▸ ACTIVITY: Your output should be the line with "Quick job: Extract" followed by every remaining line of the entries, reproduced exactly.
┄┄┄┄┄┄┄┄┄┄
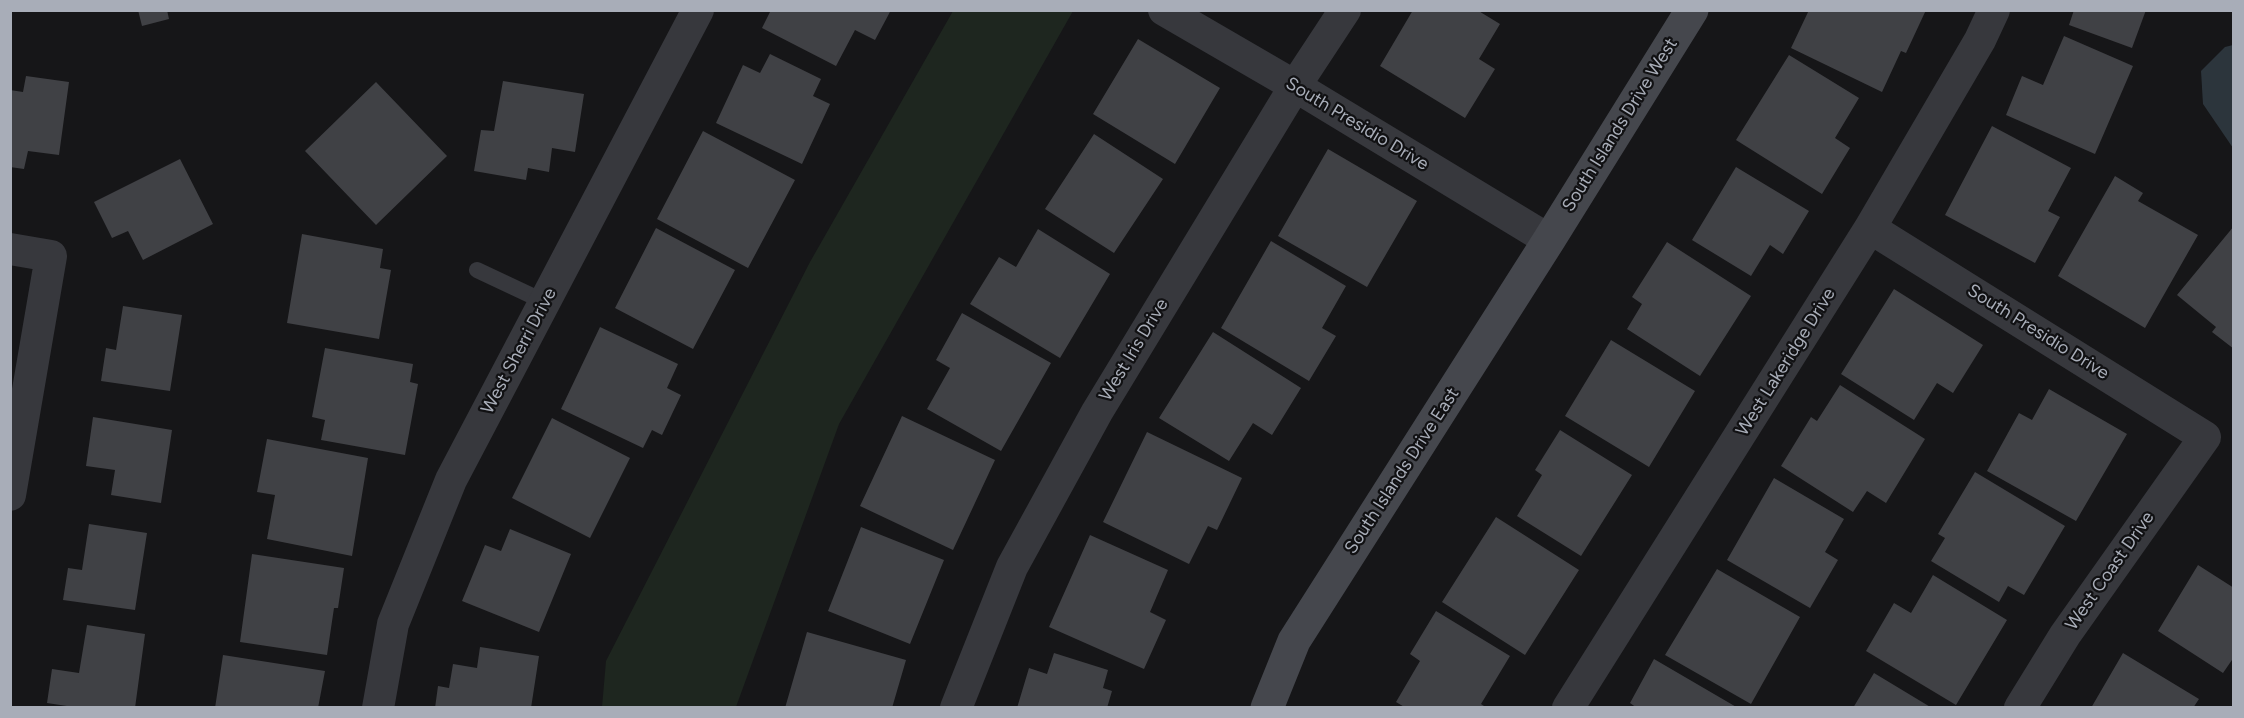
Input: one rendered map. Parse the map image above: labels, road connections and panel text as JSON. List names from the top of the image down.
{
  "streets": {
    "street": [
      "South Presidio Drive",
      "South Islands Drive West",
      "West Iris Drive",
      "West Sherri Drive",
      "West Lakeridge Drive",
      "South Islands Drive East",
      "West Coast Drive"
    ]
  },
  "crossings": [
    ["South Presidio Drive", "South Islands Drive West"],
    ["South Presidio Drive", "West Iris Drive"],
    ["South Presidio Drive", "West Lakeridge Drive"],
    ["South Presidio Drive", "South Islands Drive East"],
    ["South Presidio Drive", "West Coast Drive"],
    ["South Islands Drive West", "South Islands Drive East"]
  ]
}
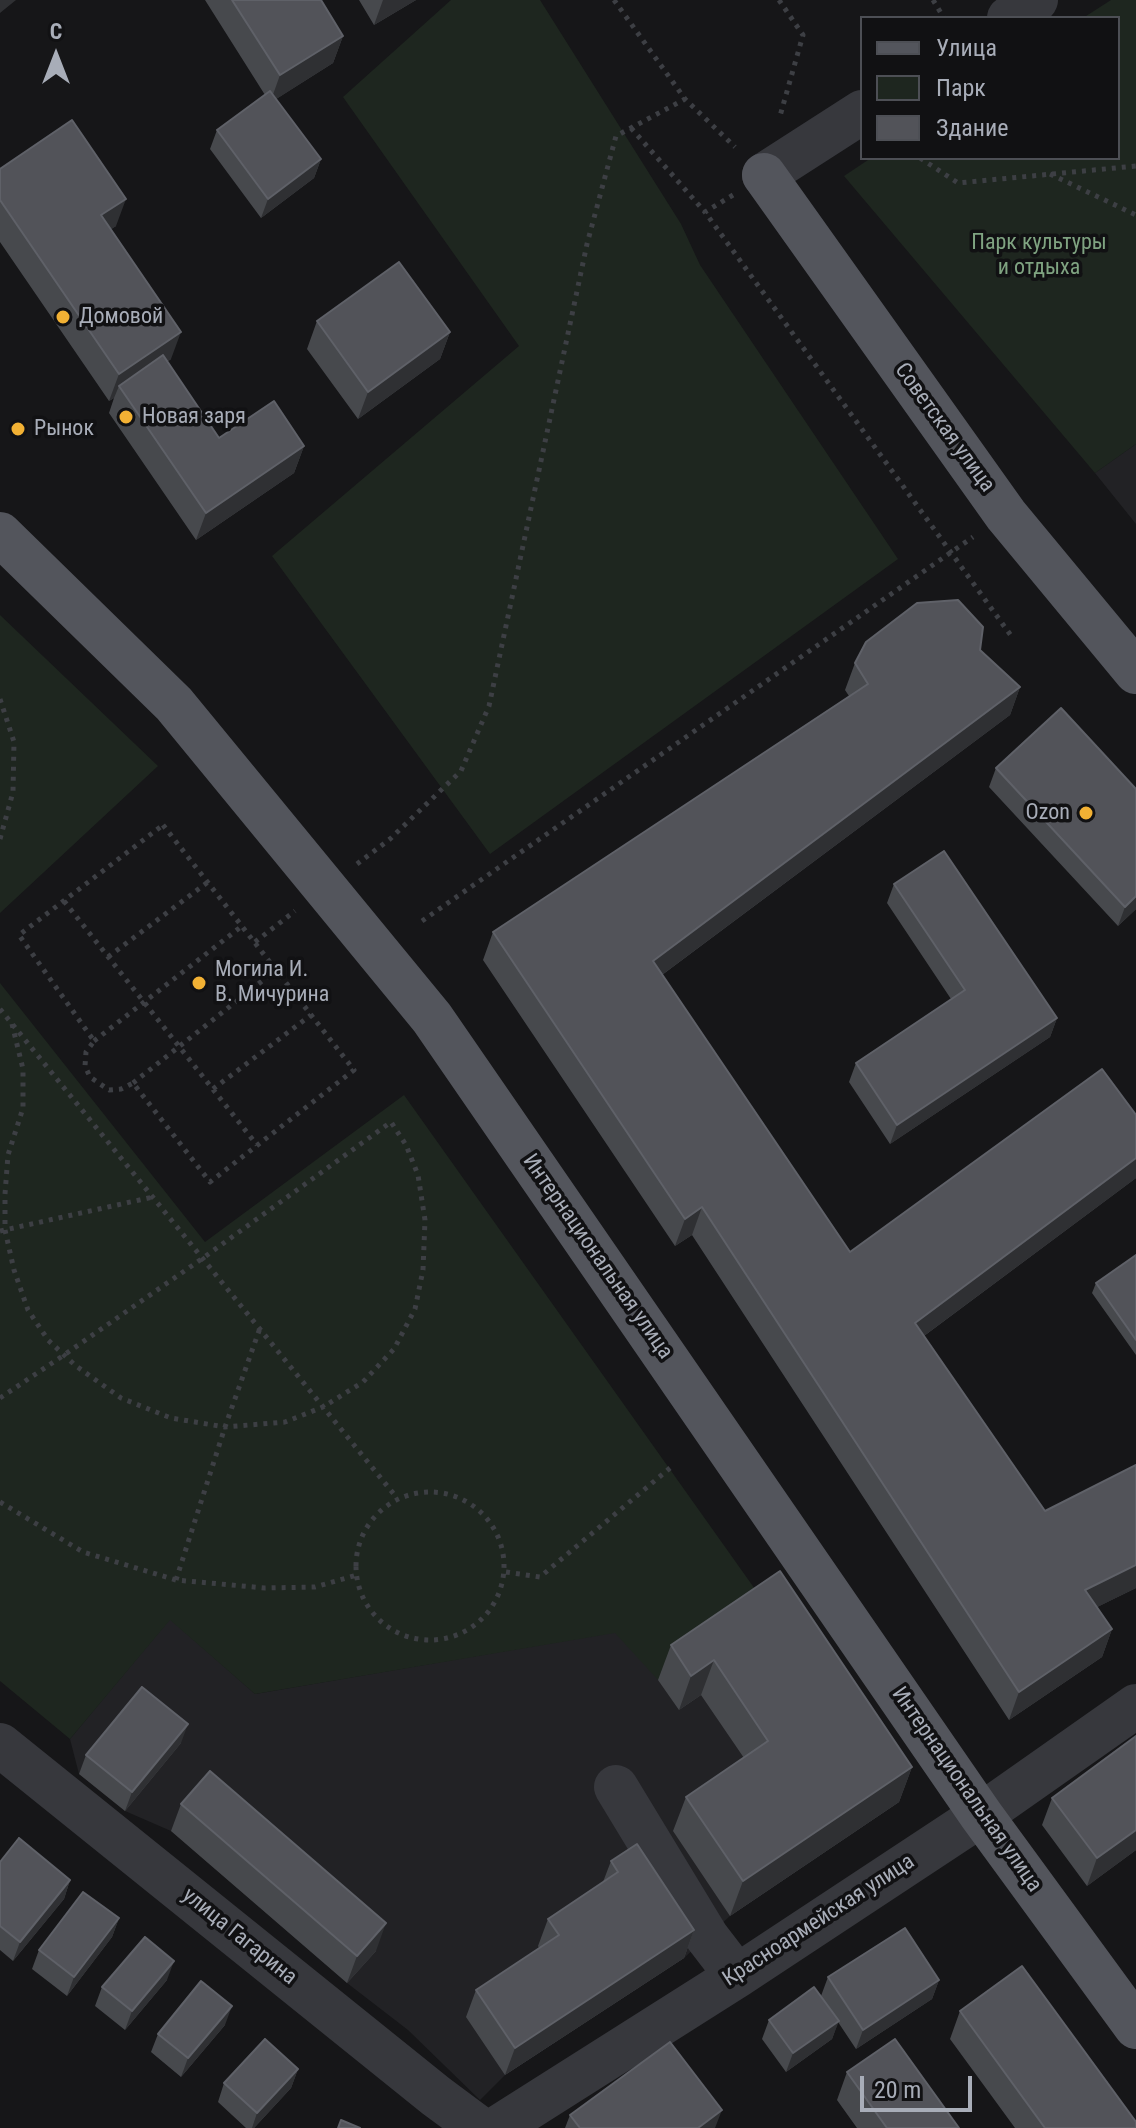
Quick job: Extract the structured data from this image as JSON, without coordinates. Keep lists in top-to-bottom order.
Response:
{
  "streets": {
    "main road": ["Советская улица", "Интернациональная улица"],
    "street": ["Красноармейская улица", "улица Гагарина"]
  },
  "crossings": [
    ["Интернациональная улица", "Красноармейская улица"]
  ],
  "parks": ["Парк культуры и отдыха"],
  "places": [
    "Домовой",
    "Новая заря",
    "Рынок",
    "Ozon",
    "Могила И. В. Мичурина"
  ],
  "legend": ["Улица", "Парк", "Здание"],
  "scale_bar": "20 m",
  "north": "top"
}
┄┄┄┄┄┄┄┄┄┄
▸ SOLUTION TO THE PROBLEM:
Quick job: Extract the structured data from this image as JSON, without coordinates. Keep lists in top-to-bottom order.
Response:
{
  "streets": {
    "main road": ["Советская улица", "Интернациональная улица"],
    "street": ["Красноармейская улица", "улица Гагарина"]
  },
  "crossings": [
    ["Интернациональная улица", "Красноармейская улица"]
  ],
  "parks": ["Парк культуры и отдыха"],
  "places": [
    "Домовой",
    "Новая заря",
    "Рынок",
    "Ozon",
    "Могила И. В. Мичурина"
  ],
  "legend": ["Улица", "Парк", "Здание"],
  "scale_bar": "20 m",
  "north": "top"
}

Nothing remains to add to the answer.